-------- The data --------

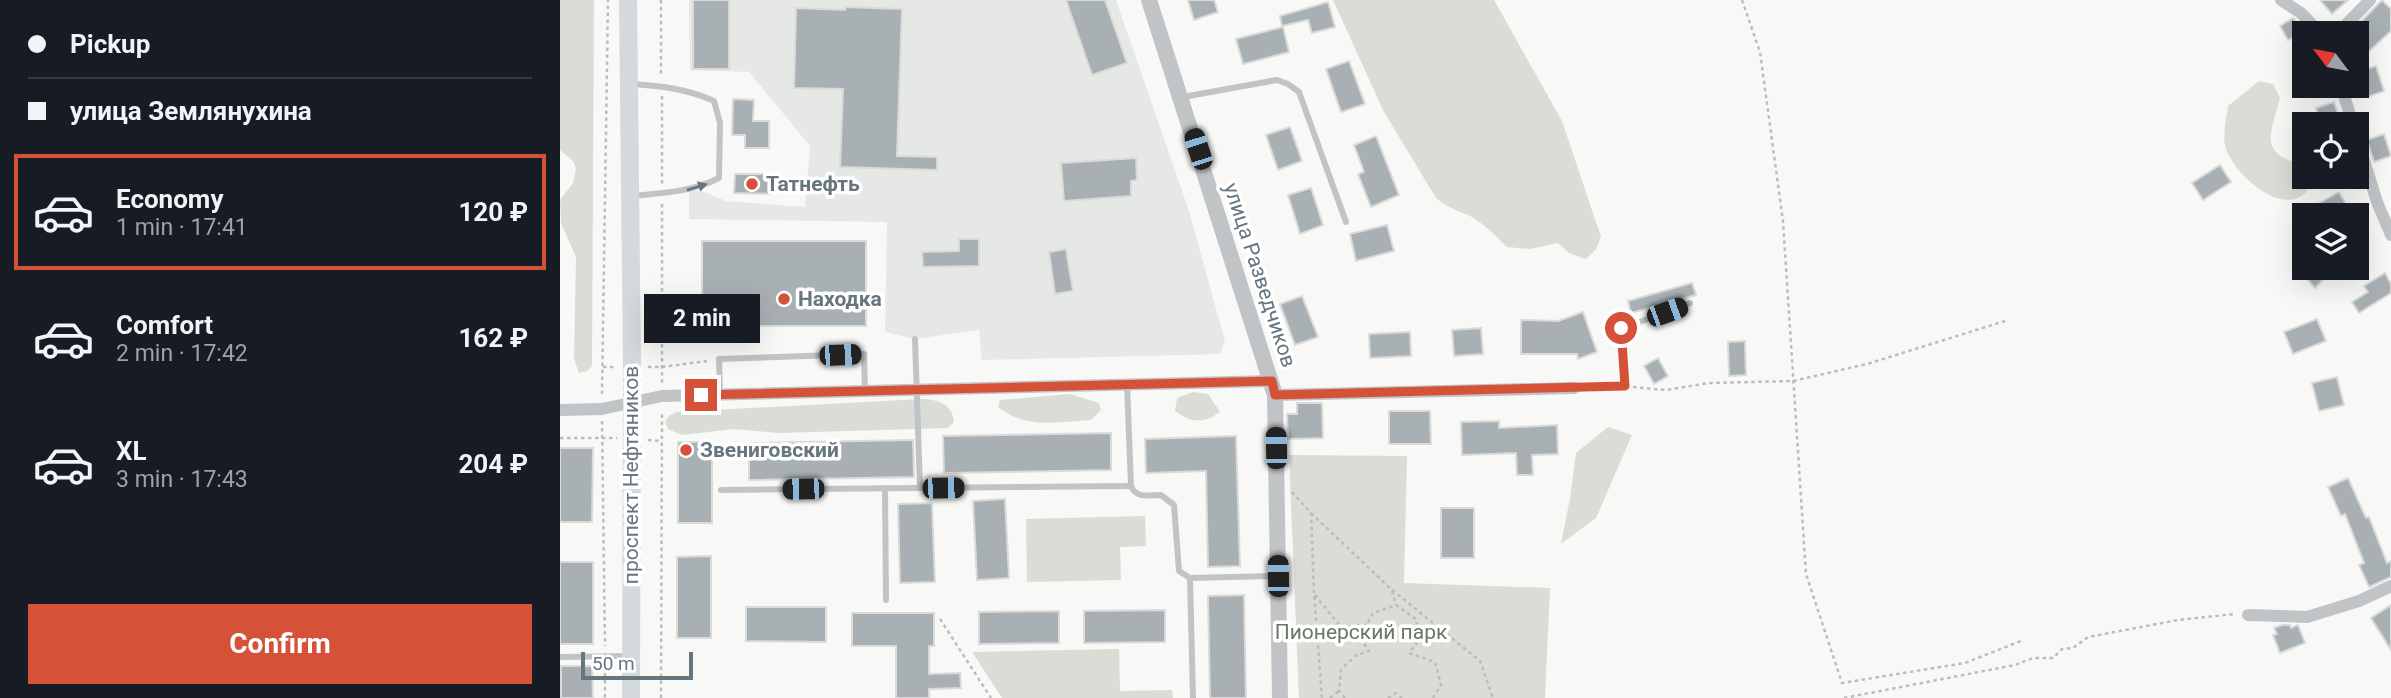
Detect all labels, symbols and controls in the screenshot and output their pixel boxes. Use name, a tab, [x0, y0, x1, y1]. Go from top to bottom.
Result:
north arrow	[2292, 21, 2370, 98]
map controls	[2292, 21, 2369, 280]
text: Pickup	[70, 29, 150, 59]
text: улица Землянухина	[70, 96, 312, 126]
button: locate	[2292, 112, 2369, 189]
car	[1182, 126, 1215, 172]
place label: Татнефть	[766, 172, 860, 196]
marker: Татнефть	[744, 176, 760, 192]
street label: улица Разведчиков	[1219, 180, 1301, 370]
icon: car	[32, 181, 95, 244]
one-way arrow	[687, 181, 708, 191]
text: Economy	[116, 184, 223, 214]
text: 120 ₽	[458, 197, 528, 227]
button: layers	[2292, 203, 2369, 280]
text: 1 min · 17:41	[116, 214, 248, 241]
place label: Находка	[798, 287, 882, 311]
marker: Находка	[776, 291, 792, 307]
callout: 2 min	[643, 294, 759, 342]
car	[1644, 295, 1691, 329]
text: 2 min	[673, 305, 731, 332]
icon: car	[32, 307, 95, 370]
text: Comfort	[116, 310, 213, 340]
route start	[1605, 312, 1637, 344]
text: 162 ₽	[458, 323, 528, 353]
text: 2 min · 17:42	[116, 340, 248, 367]
car	[819, 344, 862, 366]
street label: проспект Нефтяников	[619, 366, 643, 584]
route end	[685, 379, 717, 411]
car	[1266, 427, 1287, 469]
icon: car	[32, 433, 95, 496]
text: XL	[116, 436, 147, 466]
place label: Звениговский	[700, 438, 839, 462]
marker: Звениговский	[678, 442, 694, 458]
text: 204 ₽	[458, 449, 528, 479]
text: 3 min · 17:43	[116, 466, 248, 493]
car	[922, 477, 965, 499]
car	[782, 478, 825, 500]
car	[1268, 555, 1289, 597]
button: Confirm	[28, 604, 532, 684]
park label: Пионерский парк	[1275, 620, 1448, 644]
scale bar	[581, 649, 693, 681]
text: 50 m	[592, 652, 635, 675]

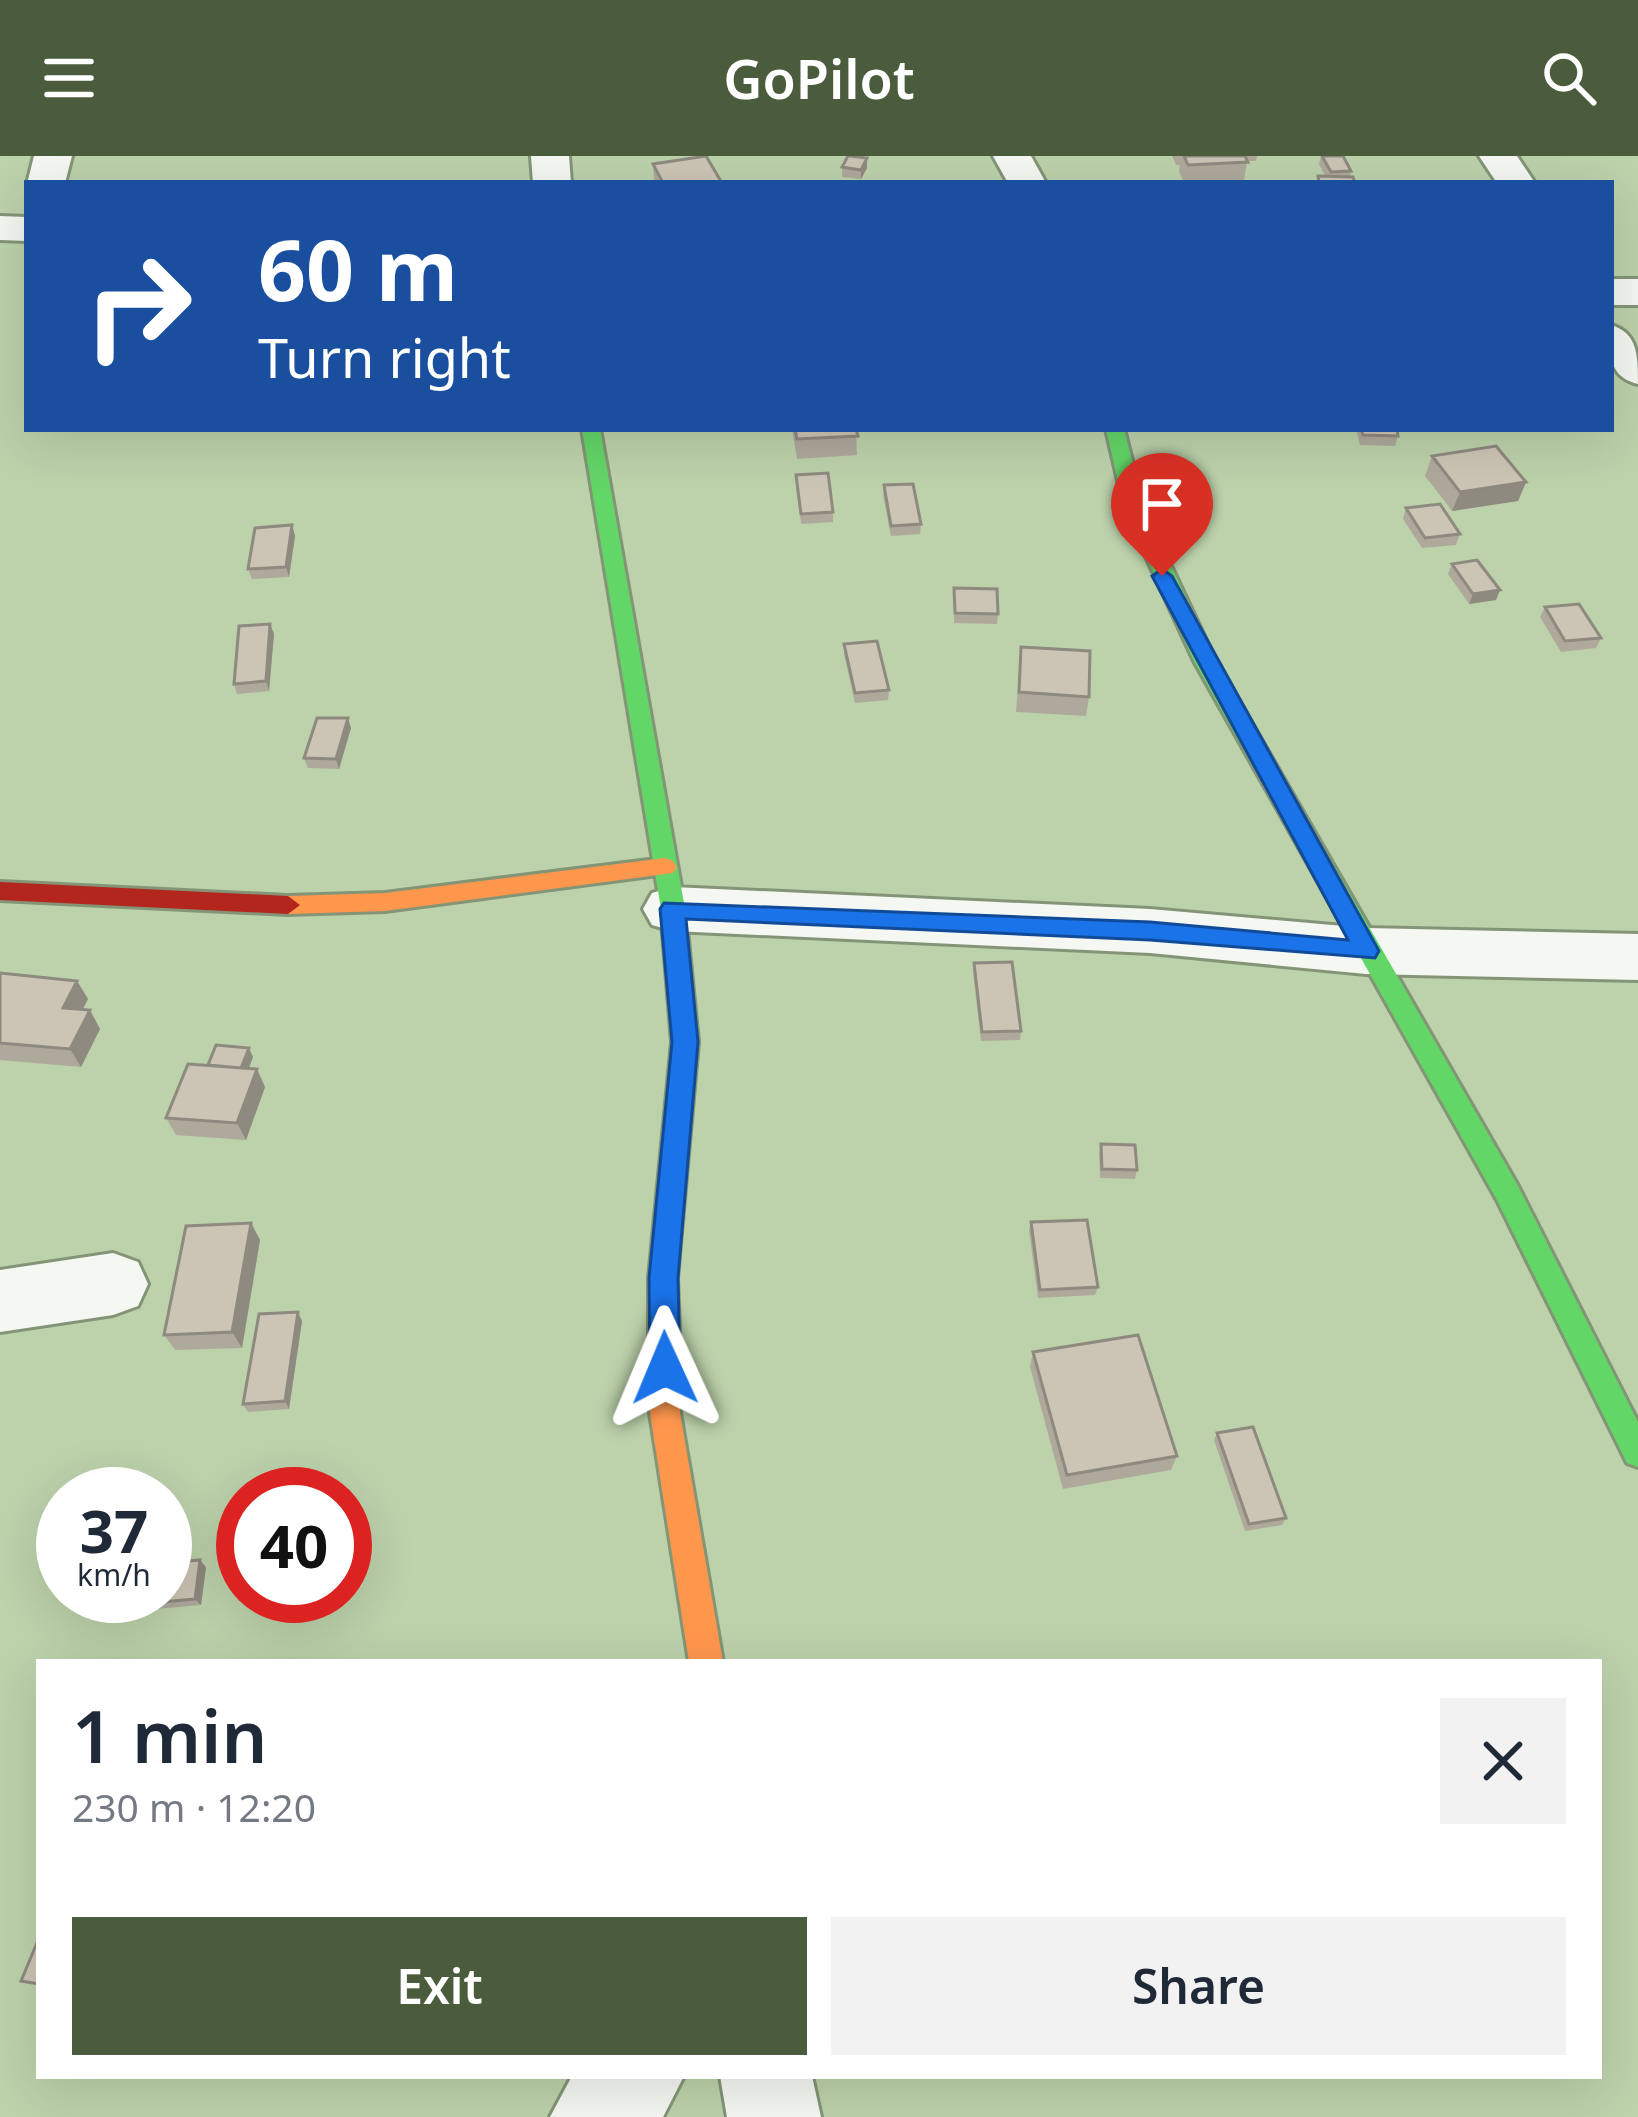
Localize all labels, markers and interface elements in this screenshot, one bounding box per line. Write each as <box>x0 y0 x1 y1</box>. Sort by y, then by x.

--------

_What is expected_
In the copy, include every record exactly and no pictures at all.

_Task answer_
Detect all labels, symbols and controls in the screenshot and output their pixel boxes. Use name, a tab, [x0, y0, x1, y1]. Go from top to bottom.
Result:
north arrow	[2292, 21, 2370, 98]
map controls	[2292, 21, 2369, 280]
text: Pickup	[70, 29, 150, 59]
text: улица Землянухина	[70, 96, 312, 126]
button: locate	[2292, 112, 2369, 189]
car	[1182, 126, 1215, 172]
place label: Татнефть	[766, 172, 860, 196]
marker: Татнефть	[744, 176, 760, 192]
street label: улица Разведчиков	[1219, 180, 1301, 370]
icon: car	[32, 181, 95, 244]
one-way arrow	[687, 181, 708, 191]
text: Economy	[116, 184, 223, 214]
text: 120 ₽	[458, 197, 528, 227]
button: layers	[2292, 203, 2369, 280]
text: 1 min · 17:41	[116, 214, 248, 241]
place label: Находка	[798, 287, 882, 311]
marker: Находка	[776, 291, 792, 307]
callout: 2 min	[643, 294, 759, 342]
car	[1644, 295, 1691, 329]
text: 2 min	[673, 305, 731, 332]
icon: car	[32, 307, 95, 370]
text: Comfort	[116, 310, 213, 340]
route start	[1605, 312, 1637, 344]
text: 162 ₽	[458, 323, 528, 353]
text: 2 min · 17:42	[116, 340, 248, 367]
car	[819, 344, 862, 366]
street label: проспект Нефтяников	[619, 366, 643, 584]
route end	[685, 379, 717, 411]
car	[1266, 427, 1287, 469]
icon: car	[32, 433, 95, 496]
text: XL	[116, 436, 147, 466]
place label: Звениговский	[700, 438, 839, 462]
marker: Звениговский	[678, 442, 694, 458]
text: 204 ₽	[458, 449, 528, 479]
text: 3 min · 17:43	[116, 466, 248, 493]
car	[922, 477, 965, 499]
car	[782, 478, 825, 500]
car	[1268, 555, 1289, 597]
button: Confirm	[28, 604, 532, 684]
park label: Пионерский парк	[1275, 620, 1448, 644]
scale bar	[581, 649, 693, 681]
text: 50 m	[592, 652, 635, 675]

Localize all labels, markers and interface elements in this screenshot, one bounding box per line. Write each as <box>x0 y0 x1 y1</box>. Sort by y, then by x.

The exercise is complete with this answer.